Spence was known as a dreamer and a traveler. According to his kids, "His life was about his wildest ideas and fantasies, most of which involved hotrods, custom cars, deserts, oceans and Mexico." He and Ursula eventually grew apart and divorced when Bonnie, Spencer, and Bob were still very young. He married two more times and became father to three more kids, Rose, Margie, and John. According to Bonnie, one of Spence's dreams that captured her and her siblings' imagination was his ardent desire to visit one of the most isolated and mysterious places on the planet, Pitcairn Island, made famous by the 1935 and 1962 films, Mutiny on the Bounty. "This remote island in the South Pacific is home to the descendants of the HMS Bounty mutineers who landed on the island in 1789. Spence had always loved boating as well as cars. His first book was titled Cruising the Sea of Cortez. We knew he was committed to visiting Pitcairn, which was not an easy journey to plan and execute because of the high costs of getting there and a very long, arduous voyage in a small sailboat. He did a tremendous amount of research, and not only visited Pitcairn but spent time getting to know the families of the legendary mutiny leader, Fletcher Christian, and other sailors who stayed on the island after abandoning Captain Bligh and the rest of the Bounty crew. Spence’s fascinating exploration and study resulted in his book, Pitcairn Island: The First 200 Years."[1]


"To my dear daughter Bonnie - This is what Dad was doing while you were growing up"
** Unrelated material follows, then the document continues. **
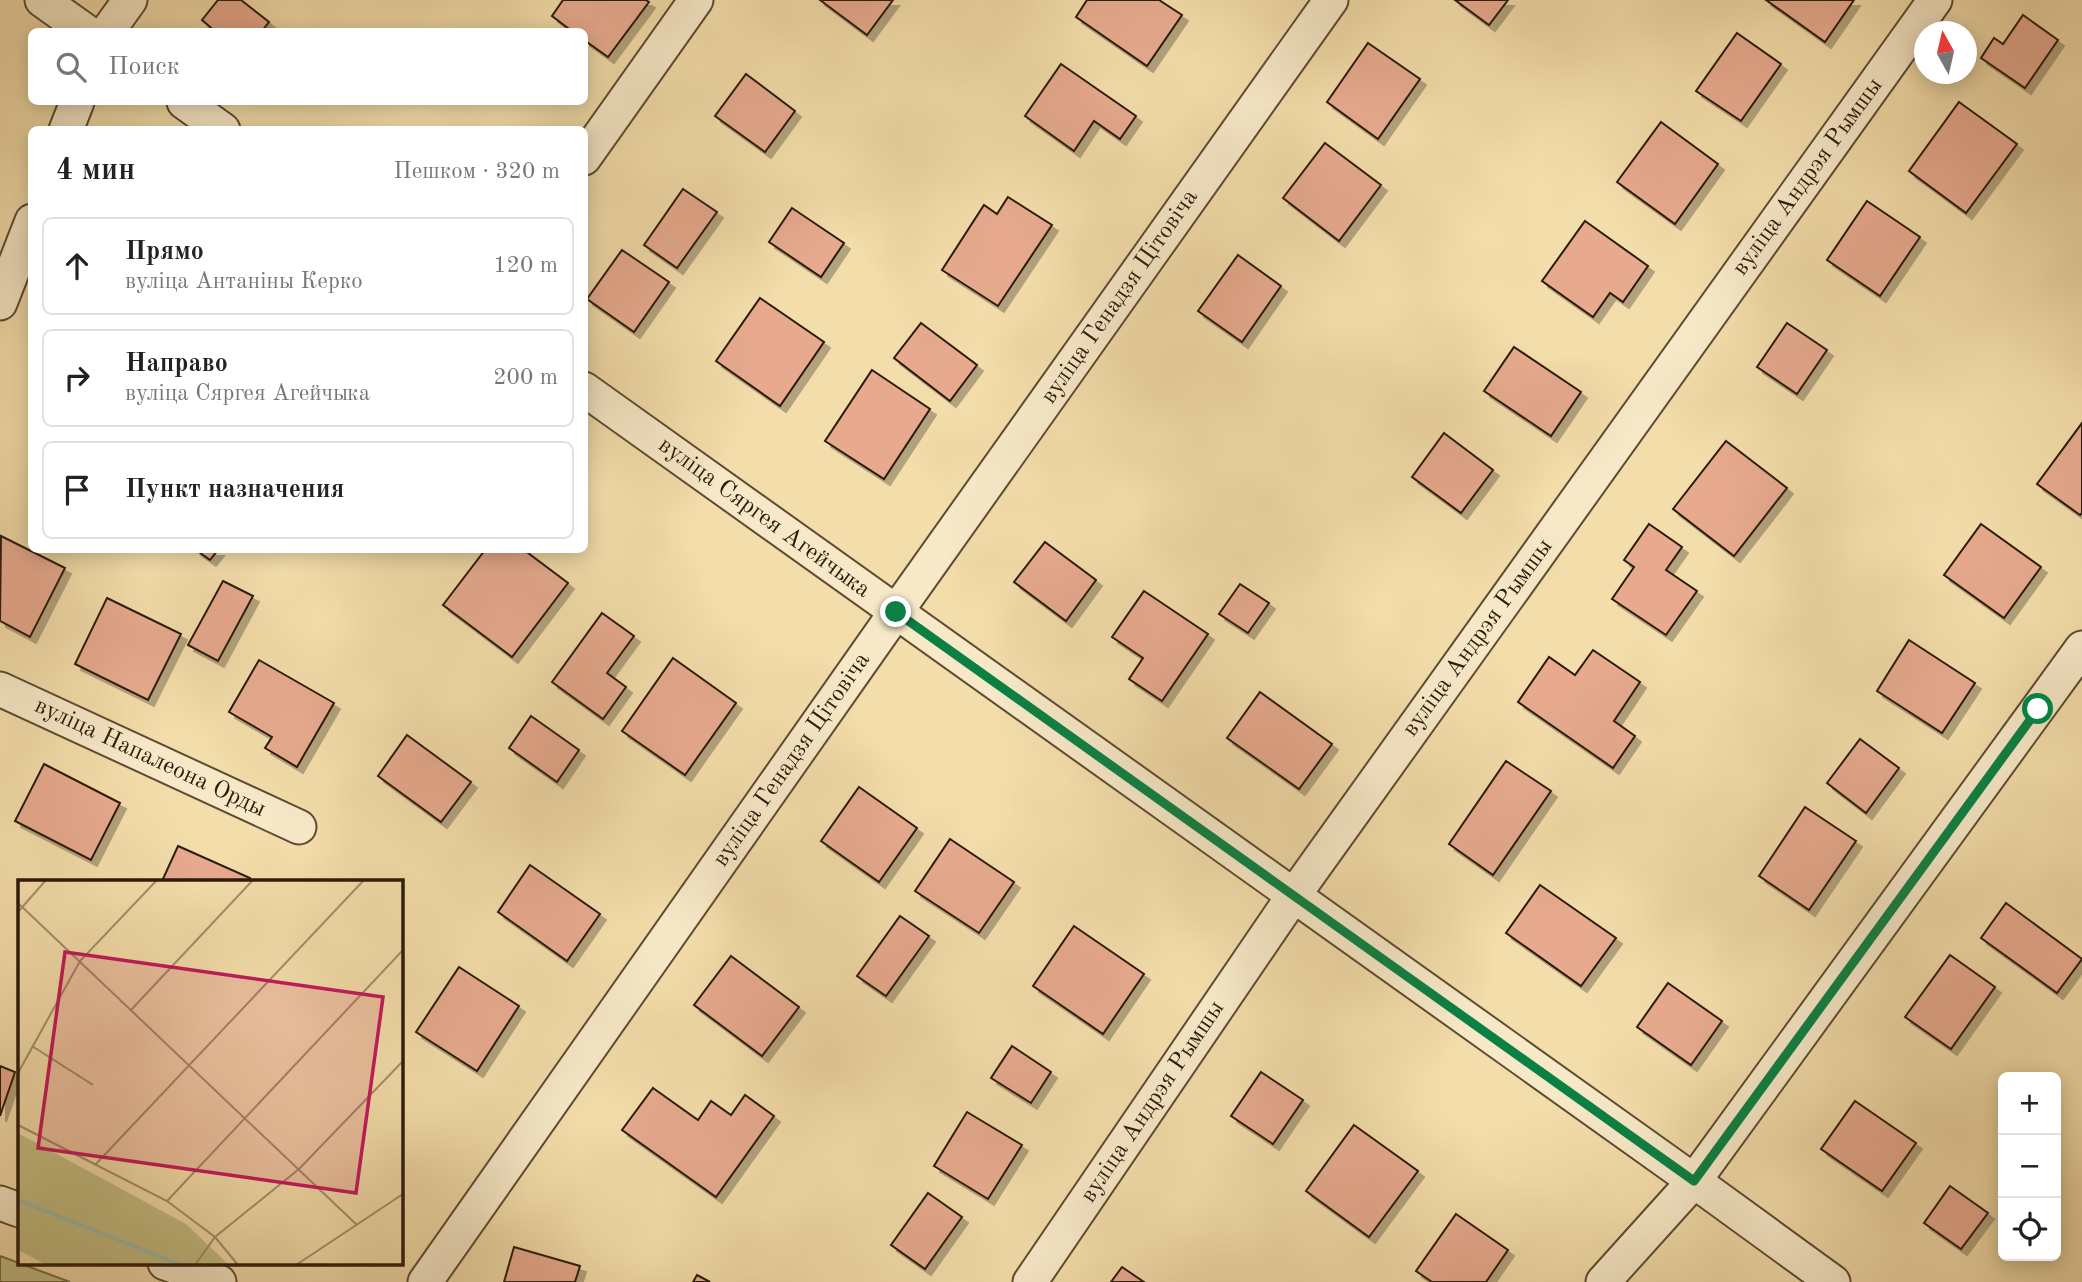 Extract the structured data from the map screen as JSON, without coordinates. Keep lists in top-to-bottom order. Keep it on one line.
{"streets":{"street":["вуліца Андрэя Рымшы","вуліца Генадзя Цітовіча","вуліца Сяргея Агейчыка","вуліца Напалеона Орды"]},"crossings":[["вуліца Андрэя Рымшы","вуліца Сяргея Агейчыка"],["вуліца Генадзя Цітовіча","вуліца Сяргея Агейчыка"]],"north":"top","page":{"search":"Поиск","heading":["4 мин","Пешком · 320 m"],"list":[["Прямо","вуліца Антаніны Керко","120 m"],["Направо","вуліца Сяргея Агейчыка","200 m"],"Пункт назначения"],"map_buttons":["+","−"]}} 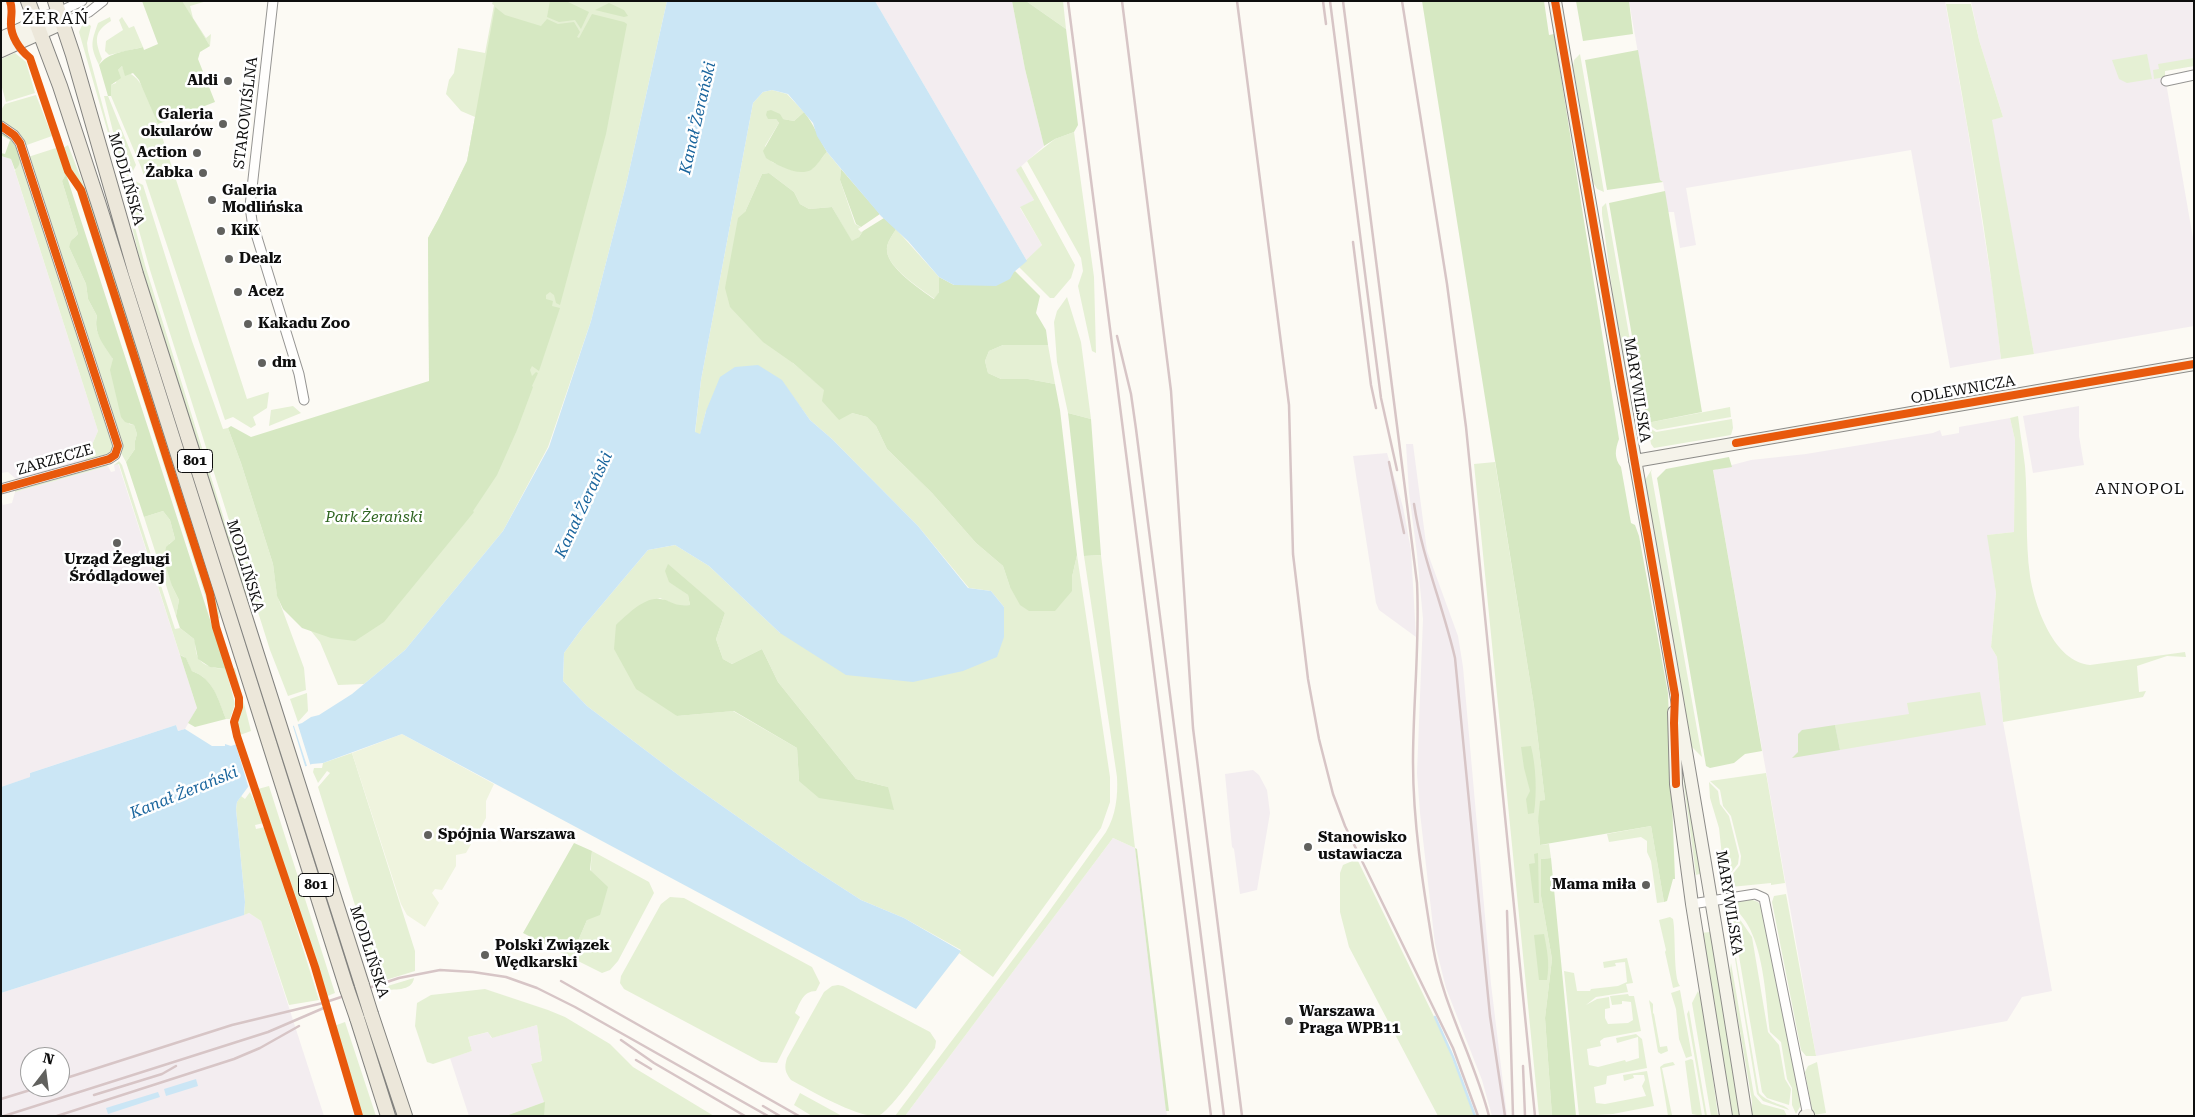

Spencer, Bonnie, and Bob didn’t get to see a lot of their dad when he was working as a rodder journalist and traveling the world. When the editors of The Rodder’s Journal and renowned car designer and author Thom Taylor published their book, 50 Years of Rod & Custom in 2004, Spence's handwritten message to Bonnie on the first page reads, "To my dear daughter Bonnie – this is what Dad was doing while you were growing up. Love, Dad ~September 2006." "We always knew he cared and loved us. Dad was a humble man who shied away from any kind of praise or recognition, even when he was presented with major awards and named a member of multiple automotive halls of fame." As his son Spencer put it, "Dad never grew up. He spent his life doing what he loved."[1]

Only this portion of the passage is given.